*About this task*.
Whenever a line in the records below contains "currentColor", pick it out.

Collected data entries
* * *

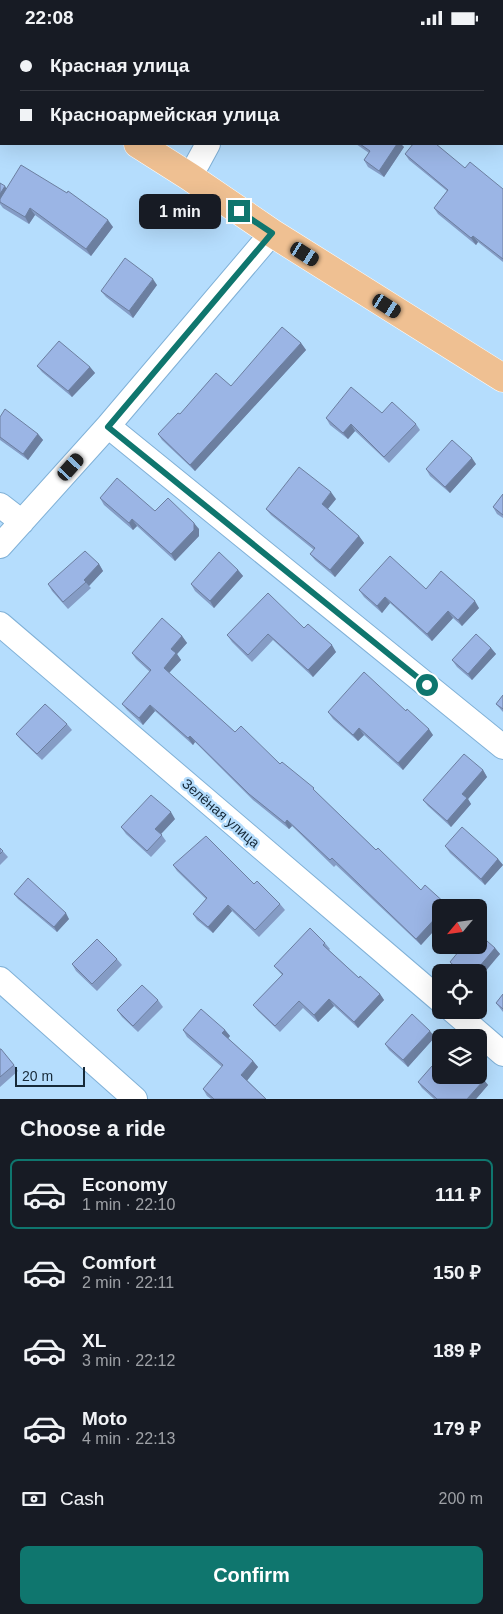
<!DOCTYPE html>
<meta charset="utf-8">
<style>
body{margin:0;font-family:Helvetica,sans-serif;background:#242831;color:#f1f3f6;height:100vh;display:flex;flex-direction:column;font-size:19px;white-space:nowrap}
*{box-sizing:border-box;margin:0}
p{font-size:16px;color:#9ea1a6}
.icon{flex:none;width:28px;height:28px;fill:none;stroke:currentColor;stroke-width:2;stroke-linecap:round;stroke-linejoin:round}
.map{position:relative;height:1064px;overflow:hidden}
.side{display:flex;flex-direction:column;background:#171b24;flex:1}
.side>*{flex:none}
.top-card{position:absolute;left:0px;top:0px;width:504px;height:110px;box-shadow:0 5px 20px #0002;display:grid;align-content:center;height:110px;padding:0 20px;background:#171b24}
.needle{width:32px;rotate:241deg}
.tools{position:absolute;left:432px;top:864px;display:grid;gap:10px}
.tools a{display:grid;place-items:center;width:55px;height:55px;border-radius:8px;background:#171b24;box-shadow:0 5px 20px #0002;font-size:25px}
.scale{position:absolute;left:15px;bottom:12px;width:70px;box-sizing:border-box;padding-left:5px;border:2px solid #162938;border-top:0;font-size:14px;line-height:18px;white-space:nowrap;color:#162938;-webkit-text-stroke:4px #b5ddfd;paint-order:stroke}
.end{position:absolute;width:22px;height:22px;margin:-11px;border:6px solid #0f766e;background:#fff;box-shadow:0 0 0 2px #fff}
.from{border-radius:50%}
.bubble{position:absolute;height:35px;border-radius:8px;background:#171b24;box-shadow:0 5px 20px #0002;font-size:16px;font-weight:700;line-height:35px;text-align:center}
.car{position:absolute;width:15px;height:30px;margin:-15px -8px;border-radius:6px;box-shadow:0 0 4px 1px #0007;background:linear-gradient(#222 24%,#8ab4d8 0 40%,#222 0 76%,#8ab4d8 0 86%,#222 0)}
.top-card b{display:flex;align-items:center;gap:18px;height:48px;font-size:19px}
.top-card b+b{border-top:1px solid #363941}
.top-card i{width:12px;height:12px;background:#f1f3f6}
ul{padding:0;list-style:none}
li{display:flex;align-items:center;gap:15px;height:70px;margin:0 10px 8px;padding:0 10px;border:2px solid transparent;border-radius:8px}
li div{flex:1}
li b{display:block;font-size:19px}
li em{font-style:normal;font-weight:700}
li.active{border-color:#0f766e}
li>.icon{width:45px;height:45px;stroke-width:1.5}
h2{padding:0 20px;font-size:22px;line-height:60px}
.pay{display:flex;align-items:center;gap:12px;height:55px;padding:0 20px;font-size:19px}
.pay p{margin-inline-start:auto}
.primary-button{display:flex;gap:10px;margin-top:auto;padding:10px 20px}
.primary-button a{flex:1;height:58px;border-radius:8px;background:#0f766e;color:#fff;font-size:20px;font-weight:700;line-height:58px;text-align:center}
.status{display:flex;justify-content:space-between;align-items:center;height:35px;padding:0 25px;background:#171b24;direction:ltr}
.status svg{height:14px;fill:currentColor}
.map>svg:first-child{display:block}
.green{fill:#baa5d9}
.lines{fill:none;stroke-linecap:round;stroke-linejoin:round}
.minor-casing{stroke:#80b1d7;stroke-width:26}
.major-casing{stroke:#fff;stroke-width:29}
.minor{stroke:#fff;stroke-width:24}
.major{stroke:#efc092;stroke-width:28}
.wall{fill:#859cc5}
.shaded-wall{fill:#6c7fa0}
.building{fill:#9bb5e5;stroke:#6c7fa0}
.route{stroke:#0f766e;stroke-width:6}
.labels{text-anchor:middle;stroke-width:5;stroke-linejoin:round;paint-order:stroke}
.street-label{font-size:14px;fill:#162938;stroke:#b5ddfd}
</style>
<div class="status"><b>22:08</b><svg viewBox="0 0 49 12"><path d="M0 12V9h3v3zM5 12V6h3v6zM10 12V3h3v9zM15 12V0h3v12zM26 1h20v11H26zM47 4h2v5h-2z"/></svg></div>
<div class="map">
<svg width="503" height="1064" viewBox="0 0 503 1064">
<rect width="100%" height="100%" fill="#b5ddfd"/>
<path class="green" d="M 414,0 L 503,0 L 503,104 L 502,1 Z"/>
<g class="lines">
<defs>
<path id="minor" d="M 272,1 L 272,0
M 190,142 L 208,109
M 108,391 L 503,712
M 0,470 L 22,487
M 0,511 L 108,391 L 272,198
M 0,589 L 441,966
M 0,944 L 135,1064
M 452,975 L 503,1019"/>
<path id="major" d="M 0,22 L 1,23
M 138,109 L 190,142 L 272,198 L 503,343"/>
</defs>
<use href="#minor" class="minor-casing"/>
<use href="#major" class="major-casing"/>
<use href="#minor" class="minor"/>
<use href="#major" class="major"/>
</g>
<path class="wall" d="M 356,109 L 401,109 L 404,112 L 384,142 L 368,132 L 364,125 L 369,118 Z
M 405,119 L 465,133 L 503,154 L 503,227 L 478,207 L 476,210 L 438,179 L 434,173 L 447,156 L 409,125 Z
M 0,148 L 6,153 L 113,192 L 91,221 L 35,180 L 29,189 L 3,173 L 0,169 L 0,170 Z
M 157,250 L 133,283 L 106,262 L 101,256 Z
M 301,308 L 306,315 L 195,436 L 162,405 L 158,399 L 180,379 L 231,351 Z
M 37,331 L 90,332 L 95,338 L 72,362 L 42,337 Z
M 382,378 L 416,389 L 420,395 L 389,428 L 355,396 L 348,404 L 330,390 L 326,383 Z
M 0,382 L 38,399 L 43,405 L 28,425 L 0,405 Z
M 476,429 L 450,458 L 430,441 L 426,434 Z
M 503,459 L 503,483 L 497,479 L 493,472 Z
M 100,463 L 155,476 L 199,494 L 199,501 L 175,526 L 137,491 L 133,495 L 104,470 Z
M 336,464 L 328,474 L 359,501 L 364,508 L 335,542 L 315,525 L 310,519 L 314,515 L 271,480 L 266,474 Z
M 99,529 L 103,536 L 89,551 L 91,553 L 68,574 L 52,556 L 48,549 Z
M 238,535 L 243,541 L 214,573 L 195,556 L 191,549 Z
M 426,554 L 479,573 L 462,591 L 453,583 L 432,606 L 390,568 L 382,578 L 364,562 L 359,555 Z
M 304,593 L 336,617 L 313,642 L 273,605 L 252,627 L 232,607 L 227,600 Z
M 182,601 L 187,608 L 177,619 L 181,625 L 169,638 L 235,697 L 280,729 L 318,759 L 376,815 L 421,855 L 447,870 L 449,872 L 441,872 L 441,888 L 421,910 L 336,830 L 334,832 L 292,791 L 289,794 L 253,765 L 195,707 L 193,710 L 155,676 L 143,690 L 127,675 L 122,669 L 150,637 L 136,624 L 132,618 Z
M 491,613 L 496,619 L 472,645 L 457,632 L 452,625 Z
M 503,660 L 503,677 L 496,669 Z
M 328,677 L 433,700 L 403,735 L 364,700 L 358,706 L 333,684 Z
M 67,689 L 72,695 L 42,725 L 21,705 L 16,699 Z
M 483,735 L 487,742 L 468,764 L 471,769 L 451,792 L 428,771 L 423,765 Z
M 175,784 L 161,799 L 166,806 L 151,822 L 126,799 L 121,792 Z
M 445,811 L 498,824 L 503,830 L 485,850 L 450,818 Z
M 0,813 L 8,822 L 0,830 Z
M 173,830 L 254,849 L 280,869 L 285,875 L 259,902 L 232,876 L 213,898 L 197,885 L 193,879 L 206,864 L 177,836 Z
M 14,859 L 69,884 L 57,897 L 18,864 Z
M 325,908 L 330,914 L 329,915 L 359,943 L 380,959 L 384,965 L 358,993 L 334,971 L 318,987 L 303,973 L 280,997 L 258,976 L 253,970 L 282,940 L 274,931 Z
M 495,913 L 500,919 L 479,938 L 459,938 L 454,933 L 450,927 Z
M 117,924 L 122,930 L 97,956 L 76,936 L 72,929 Z
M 503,959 L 503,977 L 496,968 Z
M 158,965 L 163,972 L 138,997 L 122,982 L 117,975 Z
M 183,995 L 225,995 L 230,1001 L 228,1003 L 253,1026 L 258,1032 L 247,1045 L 266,1064 L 211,1064 L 207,1061 L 203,1054 L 222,1032 L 187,1002 Z
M 435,1002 L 408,1032 L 389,1015 L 385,1009 Z
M 0,1014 L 14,1030 L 18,1036 L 0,1052 Z
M 448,1044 L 484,1045 L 488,1050 L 476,1064 L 434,1064 L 422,1053 L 418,1047 Z"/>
<path class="shaded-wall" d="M 230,0 L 236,0 L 237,1 L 229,1 Z
M 397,109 L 401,109 L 404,112 L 384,142 L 379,136 Z
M 5,151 L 8,156 L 0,167 L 0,159 Z
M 30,173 L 35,180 L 29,189 L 25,182 Z
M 108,185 L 113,192 L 91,221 L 86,214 Z
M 473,201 L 478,207 L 476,210 L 471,203 Z
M 153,244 L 157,250 L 133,283 L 129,276 Z
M 301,308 L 306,315 L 195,436 L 190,430 Z
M 90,332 L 95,338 L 72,362 L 68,356 Z
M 351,389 L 355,396 L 348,404 L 343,398 Z
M 38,399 L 43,405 L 28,425 L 23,419 Z
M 472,423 L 476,429 L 450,458 L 445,452 Z
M 331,457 L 336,464 L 326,476 L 322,469 Z
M 132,484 L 137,491 L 133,495 L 129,488 Z
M 194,488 L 199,494 L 199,501 L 175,526 L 171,519 Z
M 359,501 L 364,508 L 335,542 L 330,535 Z
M 99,529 L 103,536 L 89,551 L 84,545 Z
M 238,535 L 243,541 L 214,573 L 210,566 Z
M 385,562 L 390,568 L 382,578 L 377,571 Z
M 475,566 L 479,573 L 462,591 L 458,585 Z
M 448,576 L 453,583 L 432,606 L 427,599 Z
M 182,601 L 187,608 L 177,619 L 181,625 L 168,639 L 164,633 L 171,614 Z
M 332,610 L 336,617 L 313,642 L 308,635 Z
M 491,613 L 496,619 L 472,645 L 468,639 Z
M 150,670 L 155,676 L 143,690 L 139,683 Z
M 359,693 L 364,700 L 358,706 L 353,700 Z
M 429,694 L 433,700 L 403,735 L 398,728 Z
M 190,701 L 195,707 L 193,710 L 188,703 Z
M 483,735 L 487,742 L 468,764 L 471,769 L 451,792 L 447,786 L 462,759 Z
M 171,777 L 175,784 L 160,800 L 155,794 Z
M 287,785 L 292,791 L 289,794 L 285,788 Z
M 498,824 L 503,830 L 485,850 L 481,844 Z
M 228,870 L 232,876 L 213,898 L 208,892 Z
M 441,877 L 441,888 L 421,910 L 416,904 Z
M 66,878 L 69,884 L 57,897 L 54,892 Z
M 495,913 L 500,919 L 479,944 L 479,938 L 474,938 Z
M 380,959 L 384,965 L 358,993 L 354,987 Z
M 329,964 L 334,971 L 318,987 L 314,980 Z
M 225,995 L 230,1001 L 227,1005 L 222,998 Z
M 430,996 L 435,1002 L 408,1032 L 403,1025 Z
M 253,1026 L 258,1032 L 246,1047 L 241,1040 Z
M 484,1045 L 488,1050 L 476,1064 L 467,1064 Z"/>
<path class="building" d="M 179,0 L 230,0 L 229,1 L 178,1 Z
M 360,109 L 397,109 L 379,136 L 364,125 L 370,116 Z
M 413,109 L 436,109 L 465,133 L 470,127 L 503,154 L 503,224 L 473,201 L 471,203 L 434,173 L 448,155 L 405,119 Z
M 21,130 L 67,158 L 68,156 L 108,185 L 86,214 L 30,173 L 25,182 L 0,167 L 0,164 Z
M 0,148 L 5,151 L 0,159 Z
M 125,223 L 153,244 L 129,276 L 101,256 Z
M 282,292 L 301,308 L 190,430 L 158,399 L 178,378 L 180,379 L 216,338 L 231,351 Z
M 59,306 L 90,332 L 68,356 L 37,331 Z
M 351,352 L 382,378 L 392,367 L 416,389 L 384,422 L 351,389 L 343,398 L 326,383 Z
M 5,374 L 38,399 L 23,419 L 0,402 L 0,382 Z
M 452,405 L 472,423 L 445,452 L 426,434 Z
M 299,432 L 331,457 L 322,469 L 359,501 L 330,535 L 310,519 L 315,513 L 266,474 Z
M 117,443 L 155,476 L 168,463 L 194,488 L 194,495 L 171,519 L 132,484 L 129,488 L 100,463 Z
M 503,459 L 503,480 L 493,472 Z
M 85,516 L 99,529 L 84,545 L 86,547 L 63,567 L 48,549 Z
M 219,517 L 238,535 L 210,566 L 191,549 Z
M 390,521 L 426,554 L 441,536 L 475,566 L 458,585 L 448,576 L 427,599 L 385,562 L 377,571 L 359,555 Z
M 268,558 L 304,593 L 308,589 L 332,610 L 308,635 L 268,599 L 248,620 L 227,600 Z
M 162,583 L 182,601 L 171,614 L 176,618 L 164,633 L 235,697 L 241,691 L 280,729 L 282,727 L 314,753 L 313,754 L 376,815 L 378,813 L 421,855 L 425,850 L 447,870 L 445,872 L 441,872 L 441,877 L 416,904 L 332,823 L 330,825 L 287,785 L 285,788 L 249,759 L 190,701 L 188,703 L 150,670 L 139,683 L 122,669 L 151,635 L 132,618 Z
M 476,599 L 491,613 L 468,639 L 452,625 Z
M 364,637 L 406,676 L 407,674 L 429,694 L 398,728 L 359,693 L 353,700 L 328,677 Z
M 503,660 L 503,674 L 496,669 Z
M 45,669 L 67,689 L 37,719 L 16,699 Z
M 464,719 L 483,735 L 462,759 L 467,763 L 447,786 L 423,765 Z
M 151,760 L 171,777 L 155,794 L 162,800 L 147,816 L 121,792 Z
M 462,792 L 498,824 L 481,844 L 445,811 Z
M 206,801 L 254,849 L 257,846 L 280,869 L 255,895 L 228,870 L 208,892 L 193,879 L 207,863 L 173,830 Z
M 0,813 L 3,816 L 0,819 Z
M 28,843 L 66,878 L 54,892 L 14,859 Z
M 310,893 L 325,908 L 323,910 L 359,943 L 360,941 L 380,959 L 354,987 L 329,964 L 314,980 L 299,966 L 275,991 L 253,970 L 283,939 L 274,931 Z
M 479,899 L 495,913 L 474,938 L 462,938 L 450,927 L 464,910 L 479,910 Z
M 97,904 L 117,924 L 92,949 L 72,929 Z
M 142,950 L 158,965 L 133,991 L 117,975 Z
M 503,959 L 503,974 L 496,968 Z
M 201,974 L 225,995 L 222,998 L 253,1026 L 241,1040 L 266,1064 L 214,1064 L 203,1054 L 223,1030 L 183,995 Z
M 412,979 L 430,996 L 403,1025 L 385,1009 Z
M 0,1014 L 1,1014 L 14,1030 L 0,1042 Z
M 432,1031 L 441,1038 L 441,1040 L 443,1040 L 448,1044 L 452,1040 L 478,1040 L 484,1045 L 467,1064 L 437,1064 L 418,1047 Z"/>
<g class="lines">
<path class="route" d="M 239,176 L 272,198 L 108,392 L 427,650"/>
</g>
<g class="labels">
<g class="street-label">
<text transform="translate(221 778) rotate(41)" y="5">Зелёная улица</text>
</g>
</g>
</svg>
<div class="tools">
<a><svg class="needle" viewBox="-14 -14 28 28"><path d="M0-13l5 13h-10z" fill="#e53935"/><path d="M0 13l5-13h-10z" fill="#9ea1a6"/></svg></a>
<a><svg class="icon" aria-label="locate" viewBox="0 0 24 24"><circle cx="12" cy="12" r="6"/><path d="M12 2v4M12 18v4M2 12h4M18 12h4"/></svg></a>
<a><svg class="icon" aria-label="layers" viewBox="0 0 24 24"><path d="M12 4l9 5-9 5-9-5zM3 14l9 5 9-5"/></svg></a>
</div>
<div class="scale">20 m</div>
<i class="end from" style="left:427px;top:650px"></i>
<i class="end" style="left:239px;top:176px"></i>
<div class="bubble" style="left:139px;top:159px;width:82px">1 min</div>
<i class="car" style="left:305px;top:219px;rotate:122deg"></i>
<i class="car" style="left:387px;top:271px;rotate:122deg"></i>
<i class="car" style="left:71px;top:432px;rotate:42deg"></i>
<div class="top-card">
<b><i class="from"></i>Красная улица</b>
<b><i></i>Красноармейская улица</b>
</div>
</div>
<section class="side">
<h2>Choose a ride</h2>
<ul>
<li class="active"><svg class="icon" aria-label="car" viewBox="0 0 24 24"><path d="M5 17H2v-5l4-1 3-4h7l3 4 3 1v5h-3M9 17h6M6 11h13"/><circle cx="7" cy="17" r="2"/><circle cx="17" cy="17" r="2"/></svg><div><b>Economy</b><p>1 min · 22:10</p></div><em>111 ₽</em></li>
<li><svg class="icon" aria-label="car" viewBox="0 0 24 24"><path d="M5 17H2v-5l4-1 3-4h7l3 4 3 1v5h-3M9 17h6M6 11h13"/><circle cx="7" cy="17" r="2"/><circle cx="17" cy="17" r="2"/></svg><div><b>Comfort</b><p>2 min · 22:11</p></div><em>150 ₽</em></li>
<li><svg class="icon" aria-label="car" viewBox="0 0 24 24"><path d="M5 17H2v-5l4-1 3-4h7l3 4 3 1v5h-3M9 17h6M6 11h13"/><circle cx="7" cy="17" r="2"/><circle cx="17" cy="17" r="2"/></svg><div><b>XL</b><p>3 min · 22:12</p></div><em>189 ₽</em></li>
<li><svg class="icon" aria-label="car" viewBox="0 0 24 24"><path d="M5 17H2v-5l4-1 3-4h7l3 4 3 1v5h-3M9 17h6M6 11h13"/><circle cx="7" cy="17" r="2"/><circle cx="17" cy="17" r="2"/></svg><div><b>Moto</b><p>4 min · 22:13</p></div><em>179 ₽</em></li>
</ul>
<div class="pay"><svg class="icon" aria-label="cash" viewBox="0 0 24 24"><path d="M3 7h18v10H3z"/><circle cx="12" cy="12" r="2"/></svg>Cash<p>200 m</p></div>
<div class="primary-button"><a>Confirm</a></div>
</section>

* * *

*Problem solution*.
.icon{flex:none;width:28px;height:28px;fill:none;stroke:currentColor;stroke-width:2;stroke-linecap:round;stroke-linejoin:round}
.status svg{height:14px;fill:currentColor}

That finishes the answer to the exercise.